Fly Postgres with 2 (two) Nodes?

I am experimenting with Fly Postgres, and I’m confused on one point. The cli and the docs explain that a minimum of three nodes are required for HA. So what happens in a failure scenario with a two node setup?

When I run fly postgres db list I see my two nodes:

NAME            USERS                        
postgres        flypgadmin, postgres, repmgr
repmgr          flypgadmin, postgres, repmgr

However, fly postgres failover does not work:

Error promoting new leader, restarting existing leader
Waiting for old leader to finish stopping
Clearing existing machine lease...
Trying to start old leader
Old leader started succesfully
Error: Failed to run failover: Not enough machines to meet quorum requirements

So what do you do if the primary fails? There is clearly a working replica in the cluster. I assume without the HA setup you don’t get automatic failovers. But what manual steps would I need to take to promote the replica?

There’s no centralized consensus store, so in a two node setup there’s no way to verify you’re not in a network partition.

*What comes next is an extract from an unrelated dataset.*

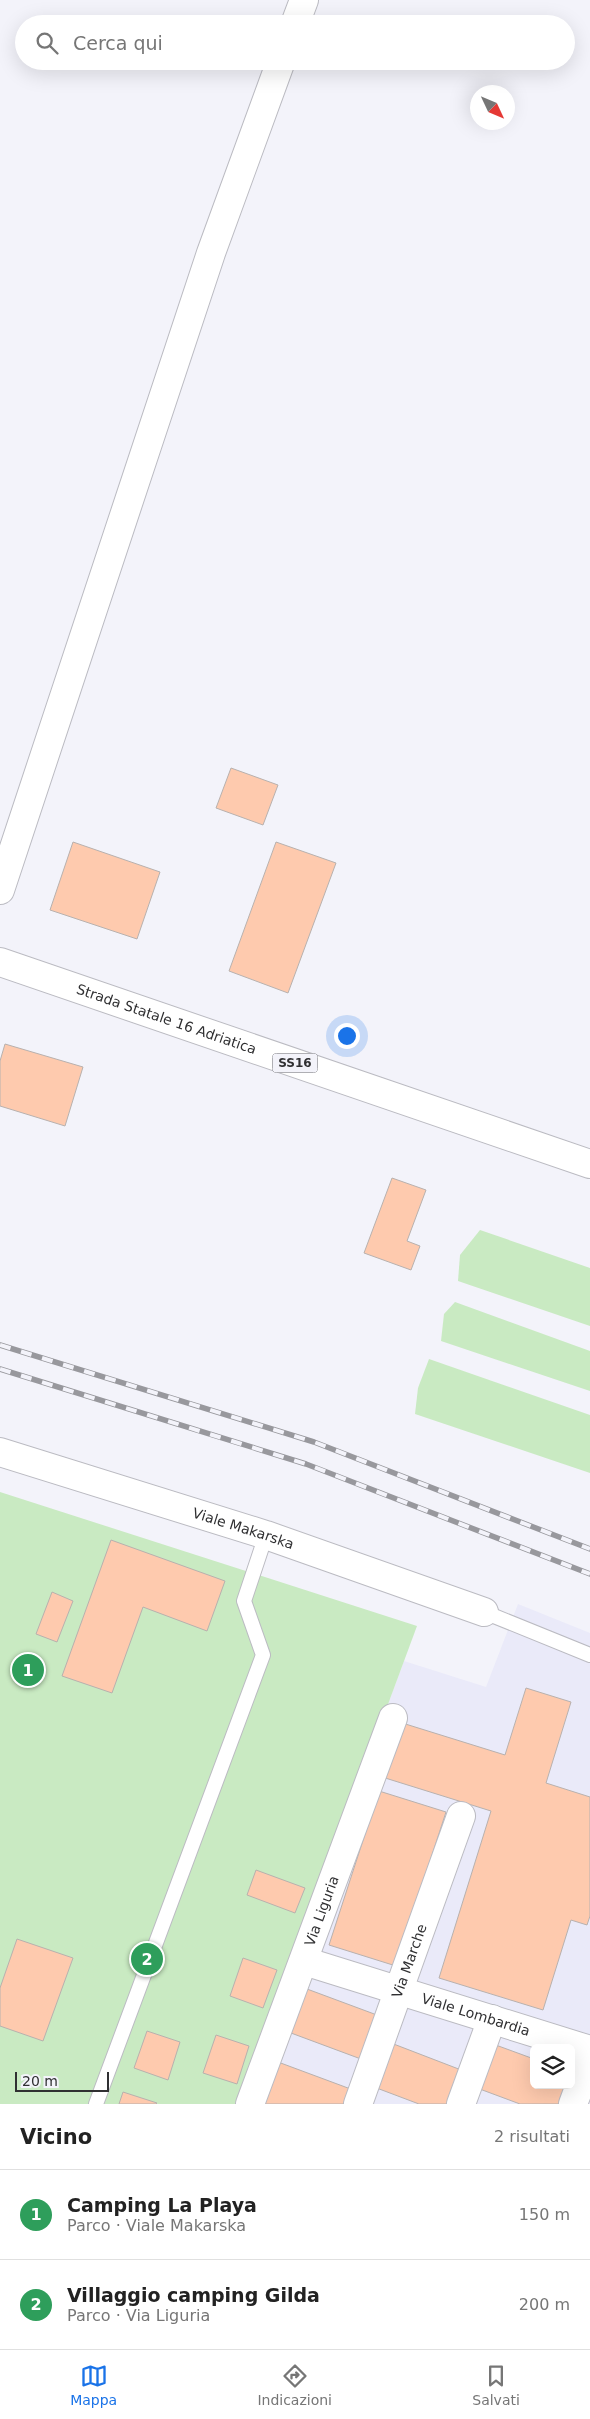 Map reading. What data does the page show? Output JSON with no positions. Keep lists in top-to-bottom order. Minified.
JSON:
{"streets":{"street":["Strada Statale 16 Adriatica","SS16","Viale Makarska","Via Liguria","Via Marche","Viale Lombardia"]},"crossings":[["Via Liguria","Viale Lombardia"],["Via Marche","Viale Lombardia"]],"scale_bar":"20 m","north":"bottom right","page":{"search":"Cerca qui","pins":["1","2"],"scale":"20 m","heading":["Vicino","2 risultati"],"list":[{"mark":"1","name":"Camping La Playa","note":"Parco · Viale Makarska","value":"150 m"},{"mark":"2","name":"Villaggio camping Gilda","note":"Parco · Via Liguria","value":"200 m"}],"nav":["Mappa","Indicazioni","Salvati"]}}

If the primary fails and you’re running a two node setup, you’ll need to ssh into your standby Machine and manually promote the standby.

SSH into the Machine

fly ssh console <machine-id>

Navigate to the postgres home directory

su postgres
cd ~

Evaluate the state of the cluster

postgres@2865117f1ed018:~$ repmgr daemon status
 ID | Name                            | Role    | Status        | Upstream                          | repmgrd | PID | Paused? | Upstream last seen
----+---------------------------------+---------+---------------+-----------------------------------+---------+-----+---------+--------------------
 1502360255 | fdaa:0:2e26:a7b:110:e0ed:7af0:2 | standby |   running     | ? fdaa:0:2e26:a7b:196:f8c4:fb70:2 | running | 399 | no      | 428 second(s) ago
 1977791143 | fdaa:0:2e26:a7b:196:f8c4:fb70:2 | primary | ? unreachable | ?                                 | n/a     | n/a | n/a     | n/a

Promote the standby:

repmgr standby promote

Unregister the old primary.

repmgr primary unregister --node-id 1977791143

Then you should remove your old Primary machine and re-clone from your newly assigned primary.

2 Likes

Fantastic write up, @shaun. I was able to perform this operation on my own and everything worked exactly as described. Running two nodes is perfect for my use case for a low-medium traffic app where HA is not (yet) a strong need, but I obviously want redundancy. I don’t mind getting pinged by monitoring and having to perform the promotion manually. Thanks for your help!

1 Like

This topic was automatically closed 7 days after the last reply. New replies are no longer allowed.